WKRT

Richmond, Indiana; United States;
- Frequency: 89.3 MHz

Programming
- Format: Christian adult contemporary
- Network: K-Love

Ownership
- Owner: Educational Media Foundation

History
- Former call signs: WVXR (1988–2007); WZRP (2007–2009); WKRT (2009–2019); WJKL (2019–2020);

Technical information
- Licensing authority: FCC
- Facility ID: 74295
- Class: B1
- ERP: 4,200 watts
- HAAT: 57 meters (187 ft)

Links
- Public license information: Public file; LMS;
- Website: klove.com

= WKRT (FM) =

WKRT (89.3 FM) is an American non-commercial radio station located in Richmond, Indiana, and operates on the assigned frequency of 89.3 MHz.

==History==
The station previously had the call sign of WVXR and was owned by Cincinnati Classical Public Radio.

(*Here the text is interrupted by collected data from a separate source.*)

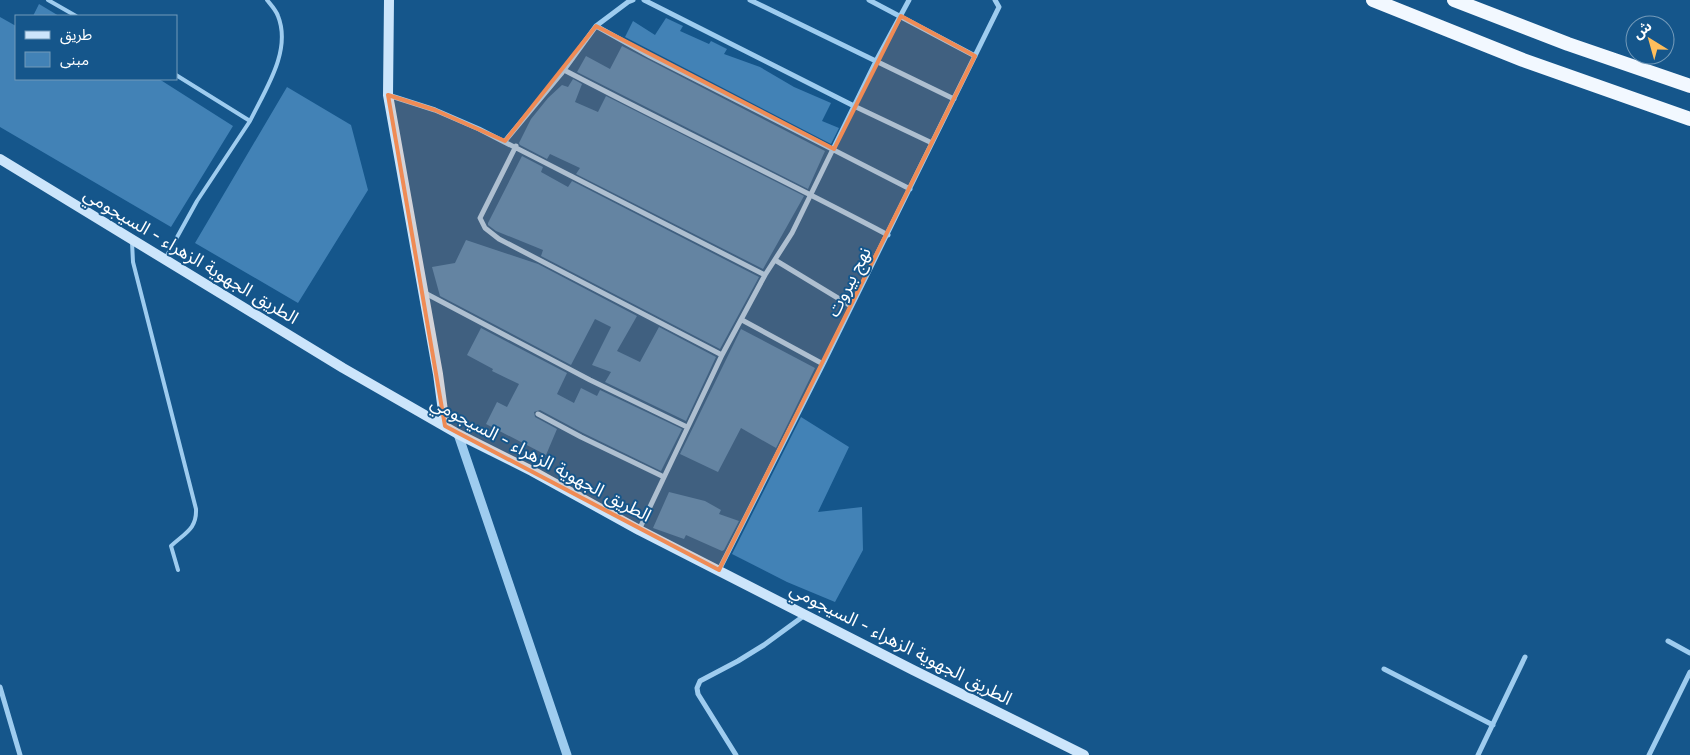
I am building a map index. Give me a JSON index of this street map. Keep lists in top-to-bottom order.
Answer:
{
  "streets": {
    "main road": ["الطريق الجهوية الزهراء - السيجومي"],
    "street": ["نهج بيروت"]
  },
  "crossings": [
    ["الطريق الجهوية الزهراء - السيجومي", "نهج بيروت"]
  ],
  "legend": ["طريق", "مبنى"],
  "north": "top left"
}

Three repeater stations (including WVXR) were sold to Christian Voice of Central Ohio in 2007 because of the small population and lack of a revenue stream from the outlying communities and to pay off the debt incurred by the purchase of seven stations in 2005 from Xavier University for $15 million. As of 2007, the then-WZRP was one of three stations that operated under the name of "The Promise Radio Network". In 2009, the station was sold by Christian Voices of Central Ohio to Educational Media Foundation. On October 7 of that year, the station officially became WKRT, broadcasting EMF's Adult contemporary Christian format, K-LOVE. The station changed its call sign to WJKL on July 11, 2019. The station reverted to the WKRT call letters on May 14, 2020.